A USB PD-based charger that has negotiated a voltage V at ≤ 3A shall output
a voltage in the range of Vmax (V + 5%) and Vmin (V -5%) when no current
is being drawn and Vmax and Vmin-0.75 V at 3 A.

Under all loads, the output voltage shall remain within the cross-hatched area shown in Figure 4–39.
— USB Type-C Specification 2.0, “Section 4.8 Power Sourcing and Charging”

In essence PD sinks are guaranteed a certain level of voltage performance. Anything too far outside this envelope may be interpreted as a disconnect. A sink might not even be able to function if the voltage is too low!

Note this describes the voltage allowed at the sink end of a cable.
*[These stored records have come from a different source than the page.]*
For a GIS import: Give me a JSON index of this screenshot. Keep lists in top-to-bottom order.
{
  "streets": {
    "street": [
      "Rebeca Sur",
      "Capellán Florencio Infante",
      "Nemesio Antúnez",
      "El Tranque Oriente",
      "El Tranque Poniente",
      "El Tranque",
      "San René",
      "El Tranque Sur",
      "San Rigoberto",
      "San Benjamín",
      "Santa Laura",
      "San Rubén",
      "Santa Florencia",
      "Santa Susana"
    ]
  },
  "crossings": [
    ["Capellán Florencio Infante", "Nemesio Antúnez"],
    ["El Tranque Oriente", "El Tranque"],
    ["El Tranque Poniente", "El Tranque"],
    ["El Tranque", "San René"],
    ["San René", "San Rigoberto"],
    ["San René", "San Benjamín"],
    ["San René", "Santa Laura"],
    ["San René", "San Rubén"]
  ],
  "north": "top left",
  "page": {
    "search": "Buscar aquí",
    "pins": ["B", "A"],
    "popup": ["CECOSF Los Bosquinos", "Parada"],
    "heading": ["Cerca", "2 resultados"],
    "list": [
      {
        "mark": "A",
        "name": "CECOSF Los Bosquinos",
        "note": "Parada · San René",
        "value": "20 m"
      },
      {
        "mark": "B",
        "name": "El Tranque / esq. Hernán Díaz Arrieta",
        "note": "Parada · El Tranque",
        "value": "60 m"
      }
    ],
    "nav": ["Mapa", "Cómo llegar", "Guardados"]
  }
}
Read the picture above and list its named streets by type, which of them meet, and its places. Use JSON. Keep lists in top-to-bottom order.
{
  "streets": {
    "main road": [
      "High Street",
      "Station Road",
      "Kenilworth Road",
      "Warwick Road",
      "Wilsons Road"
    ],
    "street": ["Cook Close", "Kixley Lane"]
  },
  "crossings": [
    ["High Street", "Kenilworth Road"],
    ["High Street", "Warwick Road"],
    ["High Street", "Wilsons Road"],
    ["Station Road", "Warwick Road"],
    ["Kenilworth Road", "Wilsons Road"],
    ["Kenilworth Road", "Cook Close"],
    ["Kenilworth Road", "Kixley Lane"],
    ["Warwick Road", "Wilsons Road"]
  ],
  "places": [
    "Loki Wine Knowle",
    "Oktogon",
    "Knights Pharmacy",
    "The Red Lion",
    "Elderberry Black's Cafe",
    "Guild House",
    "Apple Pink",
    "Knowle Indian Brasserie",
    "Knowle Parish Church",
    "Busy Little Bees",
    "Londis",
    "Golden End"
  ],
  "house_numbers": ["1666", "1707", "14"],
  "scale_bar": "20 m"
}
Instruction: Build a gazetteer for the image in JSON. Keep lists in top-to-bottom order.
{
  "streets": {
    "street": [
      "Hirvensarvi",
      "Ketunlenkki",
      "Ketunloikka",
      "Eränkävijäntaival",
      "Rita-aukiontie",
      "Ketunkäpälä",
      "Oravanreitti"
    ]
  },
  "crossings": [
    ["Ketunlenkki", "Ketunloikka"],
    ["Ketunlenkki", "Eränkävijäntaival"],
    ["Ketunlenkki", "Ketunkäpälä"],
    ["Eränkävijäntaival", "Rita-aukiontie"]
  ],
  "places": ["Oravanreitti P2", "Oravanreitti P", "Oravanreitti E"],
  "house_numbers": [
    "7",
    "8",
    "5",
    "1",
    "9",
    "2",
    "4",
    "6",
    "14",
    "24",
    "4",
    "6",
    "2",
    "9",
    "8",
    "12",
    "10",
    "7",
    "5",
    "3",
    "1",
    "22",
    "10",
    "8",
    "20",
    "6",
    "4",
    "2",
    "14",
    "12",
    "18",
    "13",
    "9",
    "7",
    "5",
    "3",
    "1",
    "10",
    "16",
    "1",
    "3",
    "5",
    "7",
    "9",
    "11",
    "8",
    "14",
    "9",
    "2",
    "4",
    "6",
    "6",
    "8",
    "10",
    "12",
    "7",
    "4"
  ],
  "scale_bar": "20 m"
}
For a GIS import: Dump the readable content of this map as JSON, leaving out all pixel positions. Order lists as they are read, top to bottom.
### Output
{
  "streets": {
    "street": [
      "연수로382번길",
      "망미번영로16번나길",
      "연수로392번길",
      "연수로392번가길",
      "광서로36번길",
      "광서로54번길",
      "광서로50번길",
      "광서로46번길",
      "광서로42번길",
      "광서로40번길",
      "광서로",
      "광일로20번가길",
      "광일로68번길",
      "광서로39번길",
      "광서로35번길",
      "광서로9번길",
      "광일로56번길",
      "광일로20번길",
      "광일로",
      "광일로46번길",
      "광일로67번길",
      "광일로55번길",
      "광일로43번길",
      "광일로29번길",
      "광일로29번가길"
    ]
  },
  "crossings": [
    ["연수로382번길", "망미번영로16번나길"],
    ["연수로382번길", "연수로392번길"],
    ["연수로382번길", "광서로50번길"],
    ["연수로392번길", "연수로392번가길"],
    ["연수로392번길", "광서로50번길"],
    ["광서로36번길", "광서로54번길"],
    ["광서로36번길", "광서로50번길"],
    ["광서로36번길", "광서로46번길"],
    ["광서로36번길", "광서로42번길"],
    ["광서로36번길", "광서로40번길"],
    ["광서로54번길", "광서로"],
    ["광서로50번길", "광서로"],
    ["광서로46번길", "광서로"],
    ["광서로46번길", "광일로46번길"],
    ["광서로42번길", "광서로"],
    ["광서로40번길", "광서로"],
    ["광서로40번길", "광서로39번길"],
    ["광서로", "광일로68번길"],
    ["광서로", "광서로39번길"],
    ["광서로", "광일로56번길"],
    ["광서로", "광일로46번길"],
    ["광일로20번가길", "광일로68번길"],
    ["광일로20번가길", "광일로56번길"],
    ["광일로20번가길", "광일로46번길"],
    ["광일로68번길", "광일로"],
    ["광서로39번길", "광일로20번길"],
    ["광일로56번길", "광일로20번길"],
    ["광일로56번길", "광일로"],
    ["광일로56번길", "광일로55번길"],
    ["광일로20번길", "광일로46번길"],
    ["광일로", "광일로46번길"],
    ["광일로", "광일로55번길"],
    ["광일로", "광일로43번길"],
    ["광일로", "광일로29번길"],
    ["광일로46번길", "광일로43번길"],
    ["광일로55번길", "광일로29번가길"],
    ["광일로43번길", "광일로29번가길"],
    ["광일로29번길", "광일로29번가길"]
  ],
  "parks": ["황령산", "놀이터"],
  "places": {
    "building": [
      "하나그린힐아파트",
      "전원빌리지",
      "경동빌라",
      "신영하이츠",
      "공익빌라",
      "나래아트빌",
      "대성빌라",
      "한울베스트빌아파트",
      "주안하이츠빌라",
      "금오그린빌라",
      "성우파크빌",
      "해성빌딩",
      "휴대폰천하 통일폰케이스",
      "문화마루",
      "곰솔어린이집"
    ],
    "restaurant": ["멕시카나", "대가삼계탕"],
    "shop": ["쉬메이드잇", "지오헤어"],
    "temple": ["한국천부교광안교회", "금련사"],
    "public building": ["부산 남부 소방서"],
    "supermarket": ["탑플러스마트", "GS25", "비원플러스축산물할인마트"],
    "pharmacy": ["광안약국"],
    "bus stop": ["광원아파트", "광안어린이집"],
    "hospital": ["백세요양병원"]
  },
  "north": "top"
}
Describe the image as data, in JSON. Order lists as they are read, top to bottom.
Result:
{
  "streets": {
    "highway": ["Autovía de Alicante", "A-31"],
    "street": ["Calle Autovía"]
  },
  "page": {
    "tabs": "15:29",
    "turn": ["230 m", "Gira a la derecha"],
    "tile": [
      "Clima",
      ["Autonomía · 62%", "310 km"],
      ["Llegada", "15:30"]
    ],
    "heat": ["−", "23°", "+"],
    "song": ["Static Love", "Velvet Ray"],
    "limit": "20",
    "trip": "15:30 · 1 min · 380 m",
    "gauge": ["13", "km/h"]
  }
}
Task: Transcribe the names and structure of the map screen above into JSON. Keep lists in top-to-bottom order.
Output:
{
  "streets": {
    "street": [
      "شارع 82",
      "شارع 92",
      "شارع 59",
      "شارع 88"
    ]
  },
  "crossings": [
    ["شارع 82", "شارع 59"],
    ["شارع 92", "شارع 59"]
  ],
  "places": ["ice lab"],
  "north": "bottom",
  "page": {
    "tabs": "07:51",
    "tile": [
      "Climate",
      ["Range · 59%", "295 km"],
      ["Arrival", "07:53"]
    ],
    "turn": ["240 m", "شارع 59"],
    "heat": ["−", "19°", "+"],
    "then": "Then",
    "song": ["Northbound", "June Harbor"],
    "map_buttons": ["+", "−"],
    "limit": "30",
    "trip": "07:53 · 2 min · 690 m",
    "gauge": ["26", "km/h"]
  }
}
Clever readers might remember we said cables can have a maximum drop of 750mV. And the formula for resistive losses is E = I * R — making a triangle.

Cable losses are simply “subtracted” from the ±5% PD voltage limits.

What does this have to do with charge-through hubs?

Fact is almost no dongles do internal voltage re-conversion. They merely “pass through” voltage with some FETs. Refer to the simplified Thévenin Equivalent Circuit:

Thévenin Equivalent Circuit of a Charge-Through Dongle

R3 is the the abstracted load of the dongle, internal draw, peripherals, etc. R1 is the cable. R2 is the captive cable portion. As a gross simplification, all of this can be handwaved away as “Req”*.

Pay note this looks strangely like the cable plugged into a charger on the left hand side of the image…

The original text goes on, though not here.